Automatic term recognition as a resource for theory of terminology1
Dominika Šrajerová
Charles University, Prague
Abstract
This paper presents a new corpus-driven method for automatic term recognition (ATR) which is based on data mining techniques. ATR is seen as a valuable resource for theory of terminology and for the definition of the notion "term". Existing methods of ATR extract terms on the basis of statistical and/or linguistic features selected prior to experiments. In contrast, our method does not aim primarily at the extraction of terms but rather at the criteria for their selection. For each of the lemmas in a chosen academic text, a number of features are listed as potentially contributing to the specific ‘essence’ of a term. The relevance and significance of individual features is automatically detected by the data mining tools. The ultimate goal of the corpus-driven approach proposed here is not the automatic recognition of terms in given academic disciplines but rather a substantive contribution to the theory of terminology.
1 Introduction
1.1 Automatic term recognition (ATR)
Automatic term recognition is a process of selecting elements in a corpus that are considered terms of the given discipline. Current ATR techniques are focused on extracting terms on the basis of different features of the term, statistical (based on frequency, distribution in fields of study, etc.) and linguistic (parts of speech, morphological categories), that are used as criteria for term recognition in a text (Korkontzelos et al., 2008, Kageura et al., 1996). The researchers usually select the features they believe to be influential, prior to the experiments. The goal of ATR is then to find the most successful method for term extraction and extract the terms from a given text. However, I wish to examine the features themselves and my ultimate goal is to learn more about term and its definitional features.
Usual ATR methods start with a fixed idea about what is a term and what are its features. The presented method is more data-driven because at first, it only suggests which features might be significant for the term extraction (and thus for differentiating the terms from other words in a text). Then it tries to find a ranking of the most important features, and the principal features can be considered as definitional for the term.

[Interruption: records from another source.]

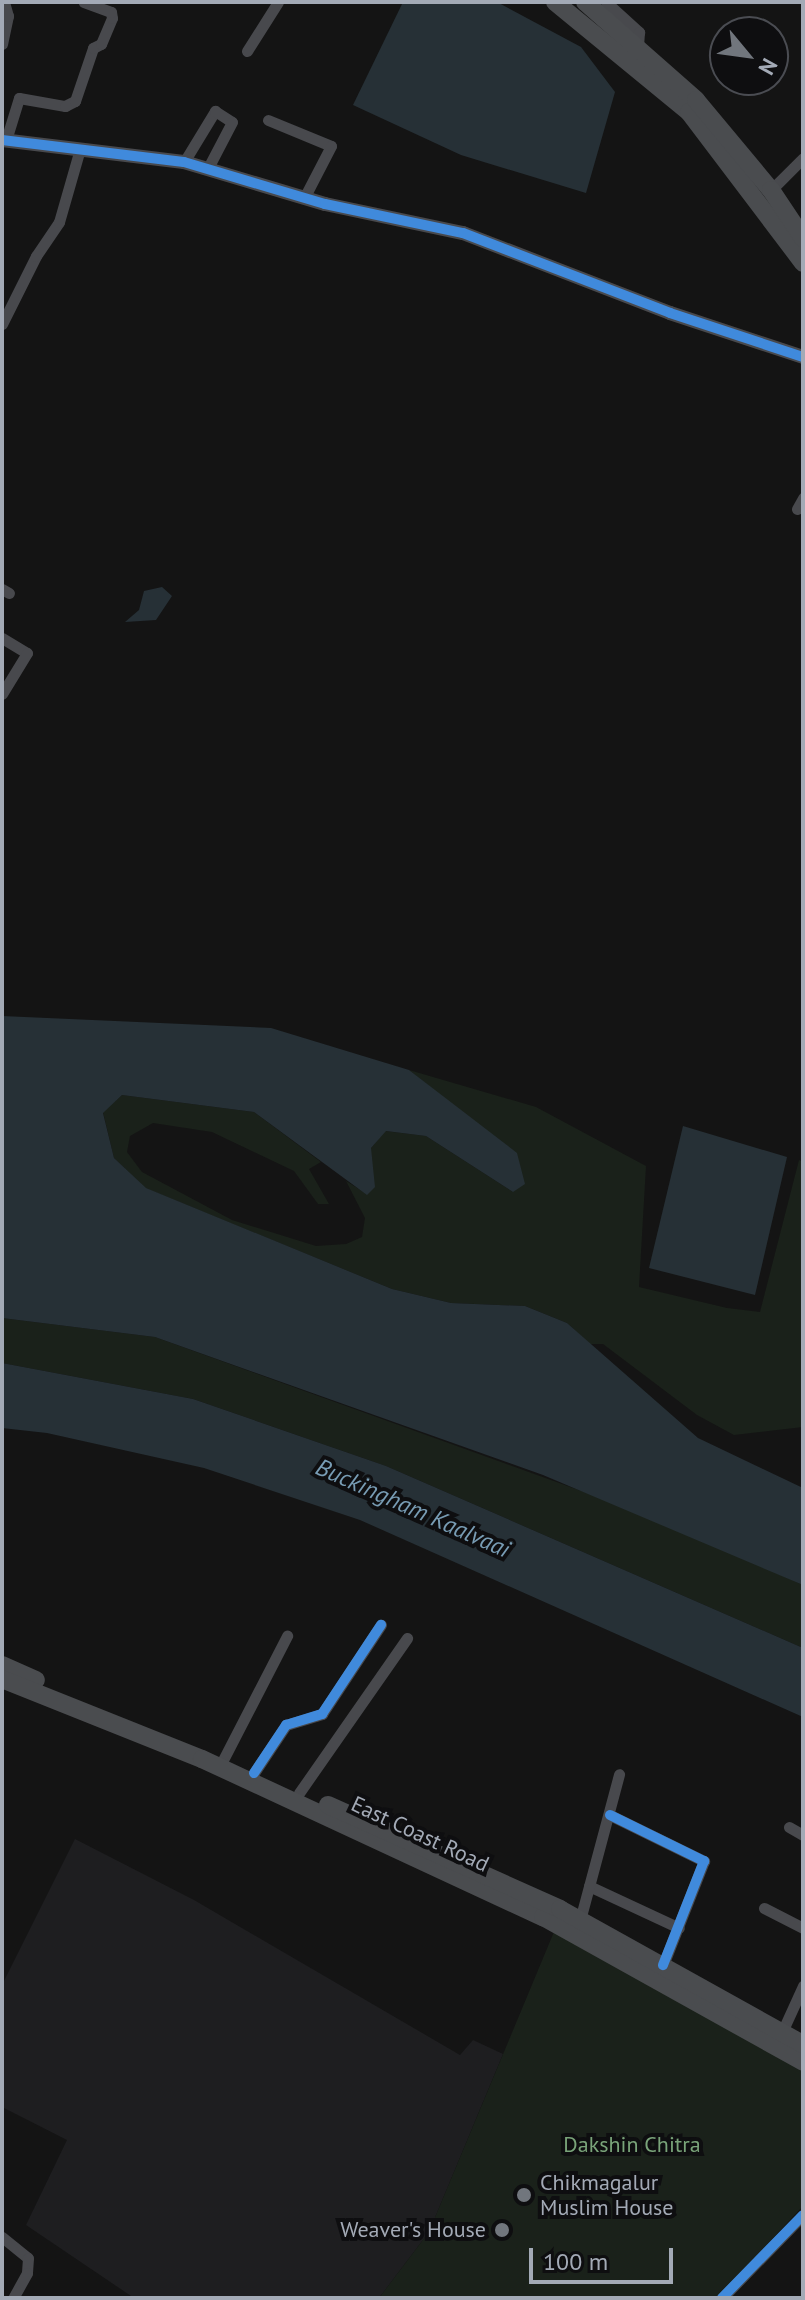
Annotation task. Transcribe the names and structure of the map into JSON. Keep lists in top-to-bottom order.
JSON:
{
  "streets": {
    "main road": ["East Coast Road"]
  },
  "water": ["Buckingham Kaalvaai"],
  "parks": ["Dakshin Chitra"],
  "places": ["Chikmagalur Muslim House", "Weaver's House"],
  "scale_bar": "100 m",
  "north": "bottom right"
}
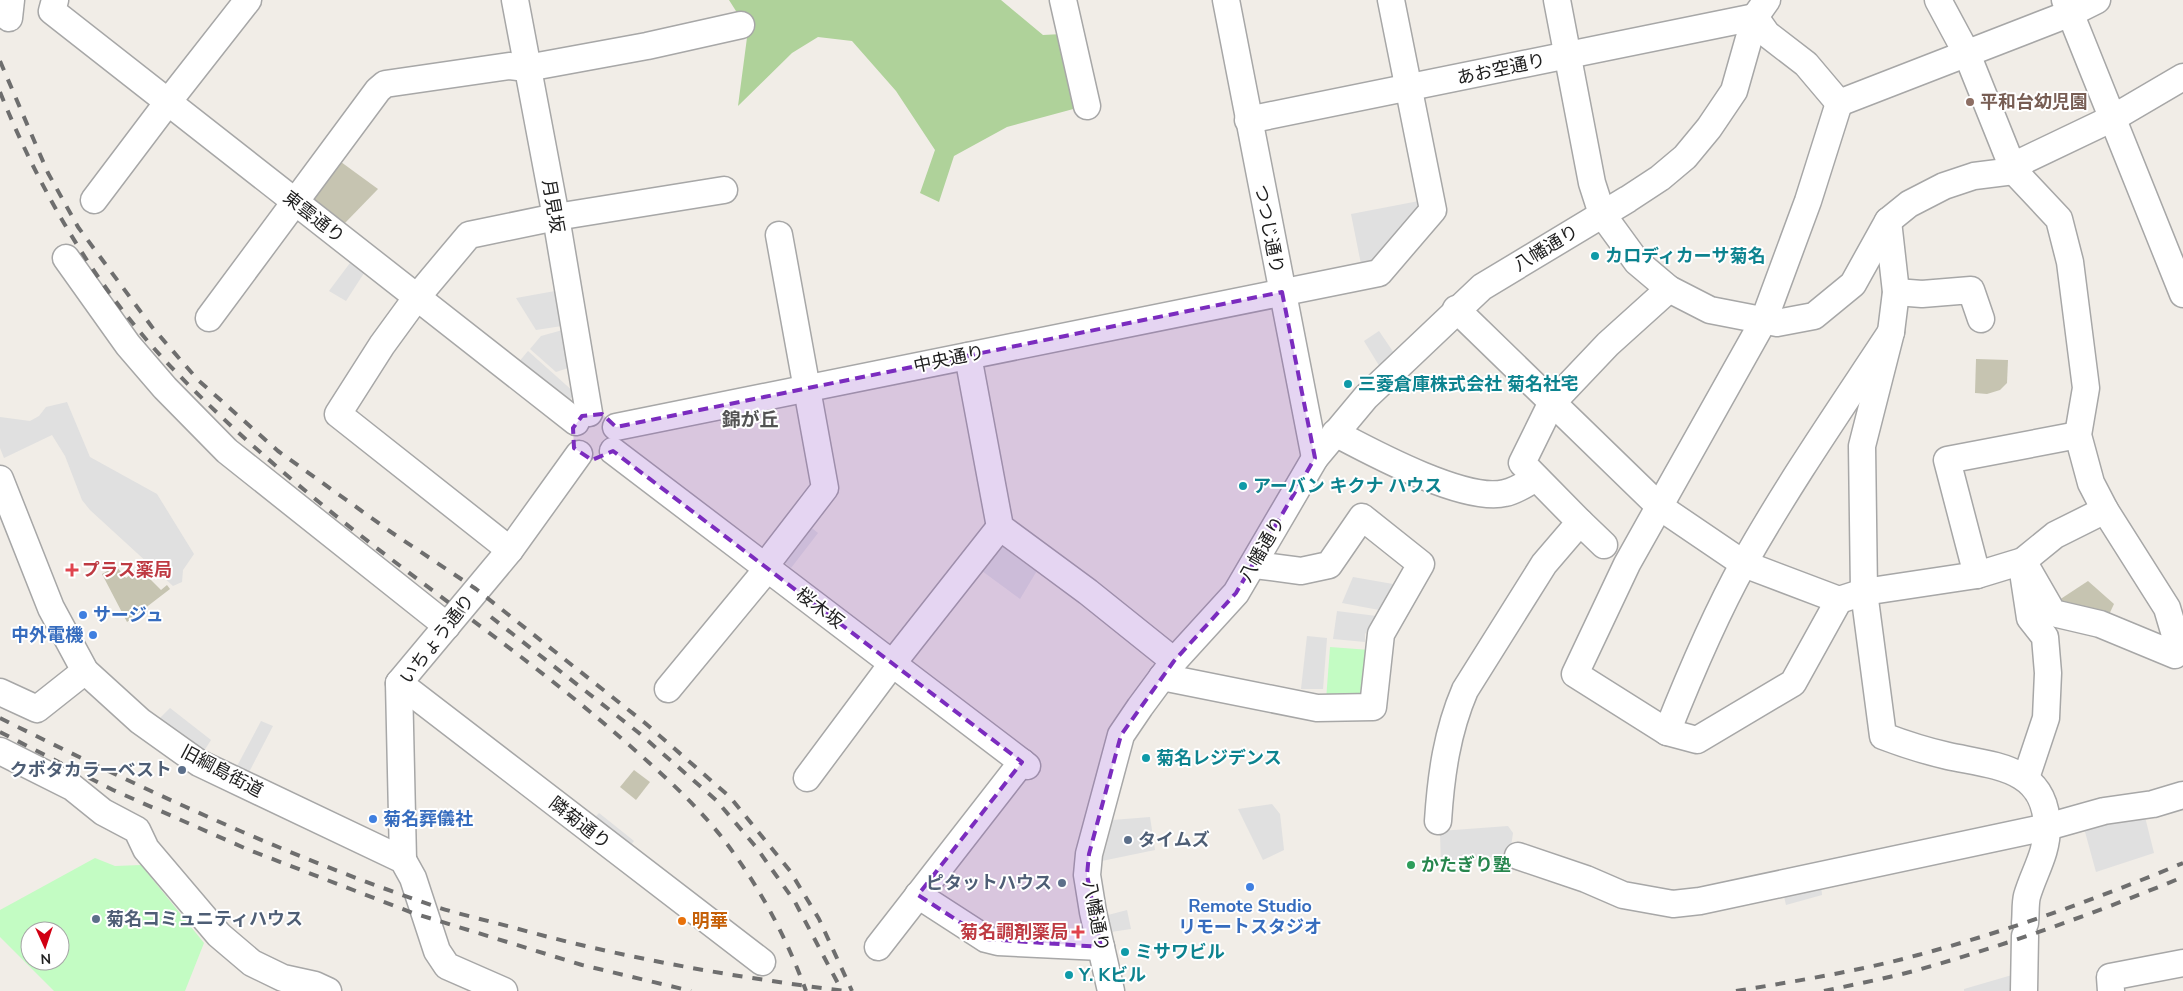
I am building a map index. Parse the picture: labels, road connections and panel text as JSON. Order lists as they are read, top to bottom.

The results of ATR are applicable in machine translation, automatic indexing and other types of automatic language processing as well as for the construction of terminological dictionaries. However, the ultimate goal of my research is not to extract the terms and compile a terminological dictionary. It is focused on the term itself and on the definition of a ‘term’ as a central notion of terminology. ATR, if directed at the importance of individual features of the term, can play a substantial role in re-defining this central notion.
There is another difference between existing ATR techniques and the presented research, and the difference is in the usage of data mining tools. Data mining tools are designed to serve for research of very large and not clearly arranged data that human researchers are not able to process. The advantage of data mining tools such as Weka, RapidMiner or FAKE GAME is that for some tasks the researchers do not have to study each of the methods offered and/or used by the tool, they only need to learn how to use the tool itself.
1.2 Current (and insufficient) definitions
The current definitions of a term are insufficient in automatic term recognition, and even in manual extraction. They are focused only on the semantic aspects of the term but not on the formal aspects. Thus the researcher who wants to manually extract terms from a text soon finds out that it is very hard to decide about most of the words whether they are terms or non-terms. Automatic recognition is even more challenging and the computer is not able to extract terms from a text without proper features, linguistic, formal or statistical.
Most of the current definitions of a term resemble an ISO definition where term is "the designation of a defined concept in a special language by a linguistic expression" (ISO, 1988, cited according to Lauriston, 1995: 17). In many ATR articles, there are similar descriptions of a term. One example can be the following description: "The main characteristic of terms is that they are monoreferential to a very great degree: a term typically refers to a specific concept in a particular subject field. Terms are therefore the linguistic realisation of the concepts of special communication and are organised into systems of terms which ideally reflect the associated conceptual system.'' (Ananiadou, 1994: 1034). Even the present-day definitions remain unchanged, and it is astonishing how little the characterization of the term has been modified: "It is currently established that terms are the linguistic expression of concepts and are the preferred indicators of the knowledge embedded in the documents.'' (Ville-Ometz et al., 2007: 35)
1.3 Existing work on ATR as an inspiration for the presented research
Since the definitions are not a sufficient source of information for ATR, I sought for inspiration in descriptions of individual statistical, formal or linguistic features of words considered as prototypical terms. Amongst the very early attempts to extract terms automatically, a description of 'scientific/technical terms' published by Yang Huizhong: "Since scientific/technical terms are sensitive to subject matter, they should have fairly high frequencies of occurrence in texts where they occur, but vary dramatically from one subject matter area to another. It is therefore possible to identify scientific/technical terms solely on the basis of their statistical behaviour.'' (Huizhong, 1986: 94-95).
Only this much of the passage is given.